There are still parents who believe that a nasty email will somehow compensate for a student's missing work or that the appropriate response to a student's misbehavior is to accuse the teacher of 'picking on' the student! These are good, time-tested strategies in the Patronizing School, but they are conspicuously out of place in a Professional School.

There are those who, based on past experience, believe that gossip is a school improvement strategy. I must have heard the phrase a hundred times during my career: "I'm not the only one who thinks this way. I've been talking to other parents..." The occasion for the last time I heard this? A student was reprimanded for being rude in the hall. So the expectation is that an administrator will be swayed by the fact that more than one parent doesn't think children should be required to behave in school? Well, in a Patronizing School, discontent (even in the form of gossip) is a potent weapon. But we strive not to be that school. And I predict that parents who are at home in that environment will continue to feel out-of-sorts regarding their experience here.

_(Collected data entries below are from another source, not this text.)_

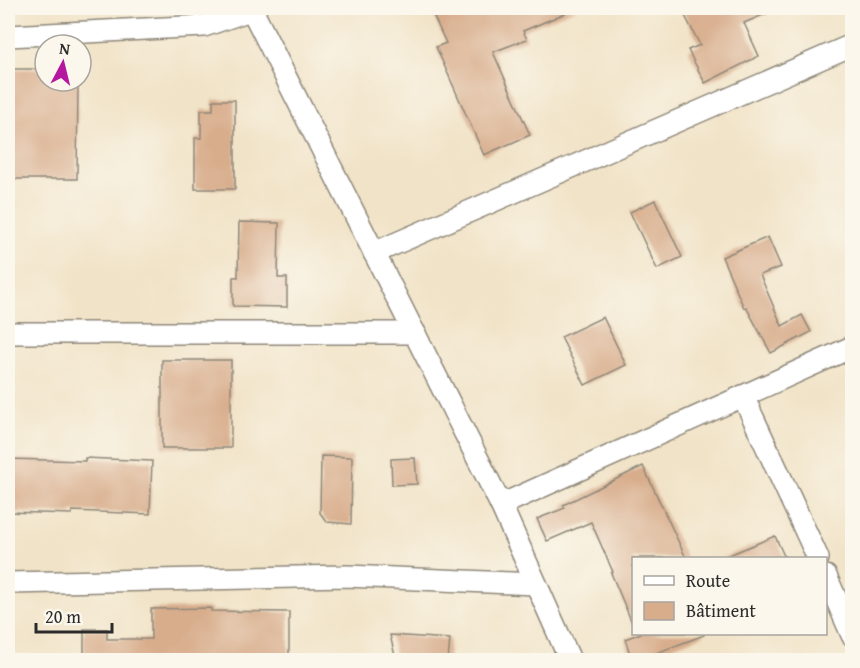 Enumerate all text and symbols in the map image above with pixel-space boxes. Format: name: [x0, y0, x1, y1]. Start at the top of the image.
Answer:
north arrow: [33, 33, 93, 93]
text: N: [58, 36, 72, 61]
legend: [632, 557, 827, 635]
text: Route: [686, 567, 730, 594]
scale bar: [36, 596, 112, 634]
text: Bâtiment: [686, 597, 756, 624]
text: 20 m: [45, 603, 81, 630] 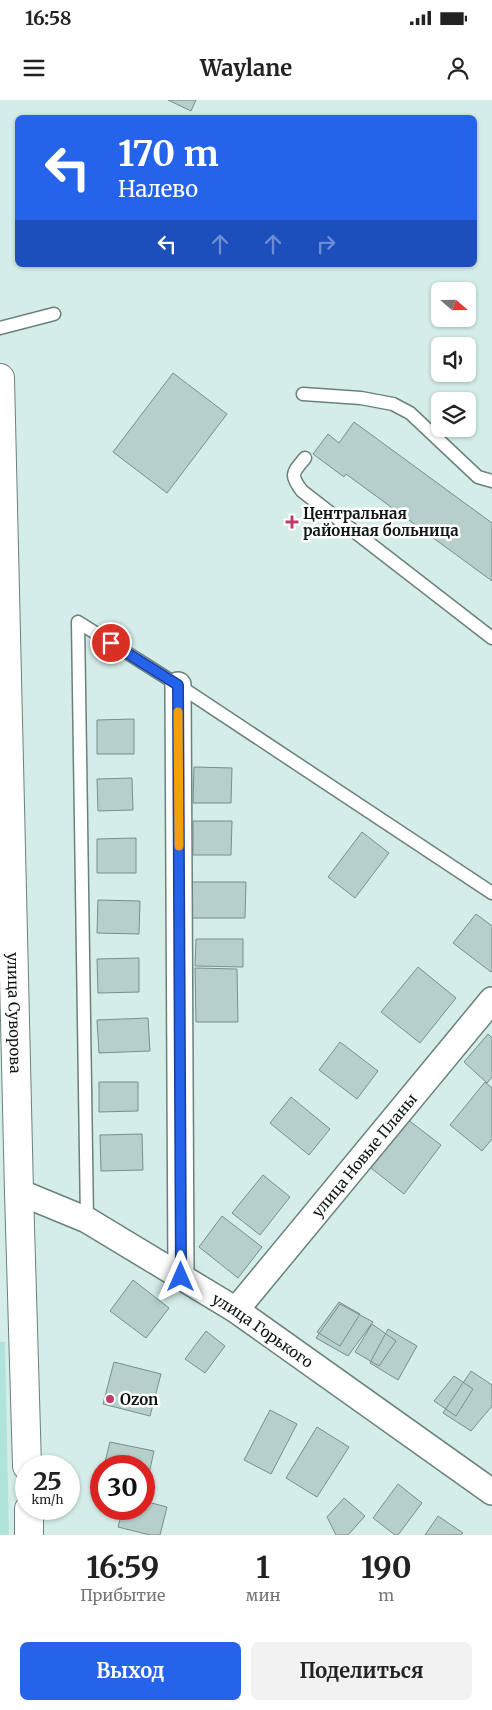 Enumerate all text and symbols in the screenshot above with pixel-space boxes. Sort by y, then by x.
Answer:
text: 16:58 [25,6,71,30]
icon: menu [20,54,48,82]
text: Waylane [200,54,292,82]
icon: person [444,54,472,82]
text: 170 m [118,132,219,176]
icon: left [35,135,100,200]
text: Налево [118,175,198,203]
icon: left [153,230,181,258]
icon: ahead [206,230,234,258]
icon: ahead [259,230,287,258]
icon: right [312,230,340,258]
north arrow [431,282,476,328]
map controls [431,282,476,437]
button: sound [431,337,476,382]
button: layers [431,392,476,437]
place label: Центральная районная больница [303,504,459,540]
marker: Центральная районная больница [285,515,299,529]
pin [90,622,132,664]
icon: arrive [97,629,125,657]
street label: улица Суворова [4,952,26,1074]
street label: улица Новые Планы [307,1089,421,1221]
position arrow [154,1250,206,1302]
street label: улица Горького [209,1288,317,1372]
place label: Ozon [120,1390,158,1409]
marker: Ozon [104,1393,116,1405]
speed limit sign: 30 [90,1455,155,1520]
text: 25 [33,1465,62,1497]
text: km/h [32,1492,63,1507]
text: 16:59 [86,1548,159,1586]
text: 1 [256,1548,270,1586]
text: 190 [361,1548,412,1586]
text: Прибытие [80,1585,165,1605]
text: мин [246,1585,281,1605]
text: m [378,1585,394,1605]
button: Выход [20,1642,241,1700]
button: Поделиться [251,1642,472,1700]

I think that achieving 80% consensus among parents in our first year of operation is an astounding achievement. The vast majority understand and appreciate where they are. Their students are going to graduate with an astounding array of options laid out before them. They will be ready to stand on their own and will be prepared, through years of practice, to take responsibility for themselves and to help those around them. They will be magnificent...and all the more so to the degree that we hold ourselves accountable to the vision of Professionalism and refuse to settle for less.

Wednesday, February 10, 2010

What is a Charter School?

Charter Schools are the hope of education turned right-side up. In what respect?

Several come to mind.

With Regard to Foundations:

Upside Down education begins with the obvious need to educate the children of a geographic area. More specifically, in the British Colonies, the public school system was born out of concern that too many young men were lying about town unprepared (and possibly unwilling) to contribute to the well-being of the community. Parents were accused of failing in their responsibilities, and the community felt the need to respond.

Right-side Up education begins with a sense of HOW children ought to be educated and by whom. The school is designed, top to bottom, to support a particular vision. Parents are invited to have their children educated in accordance with this vision. Parents are not asked to take on the roles of designer, principal, curriculum director or classroom teacher. Those jobs are filled by professionals.

With Regard to Parental Rights:

Upside Down education corrals families into neighborhood schools based solely on residency and without regard to individual family preferences. The results are too familiar to warrant description. Parents have a right to provide input. They have a right to ask for change. They have a right to lobby within the system, to advocate for their kids. But they don't have the right to change schools unless they successfully petition the district for permission to transfer or abandon public education altogether in favor of private or home schooling.

Right-side Up education puts ultimate authority, in the form of choice, in the hands of parents. Parents can support the school or shun it. Because Charter Schools are schools of choice, staff members are under no obligation to please each parent or to respond to pressure from groups of parents. Because parents have the right to walk away, they are never trapped in a charter school, but neither do they have leverage to make demands. Educational decisions are made by professionals, and parents retain their right to choose the best option for their children. The tension built in to mandatory attendance boundaries is broken in favor of a voluntary association.

At its best, that's what a charter school does. It resolves the fundamental tension inherent in the traditional school system. It offers a revolution in the partnership between parents and schools.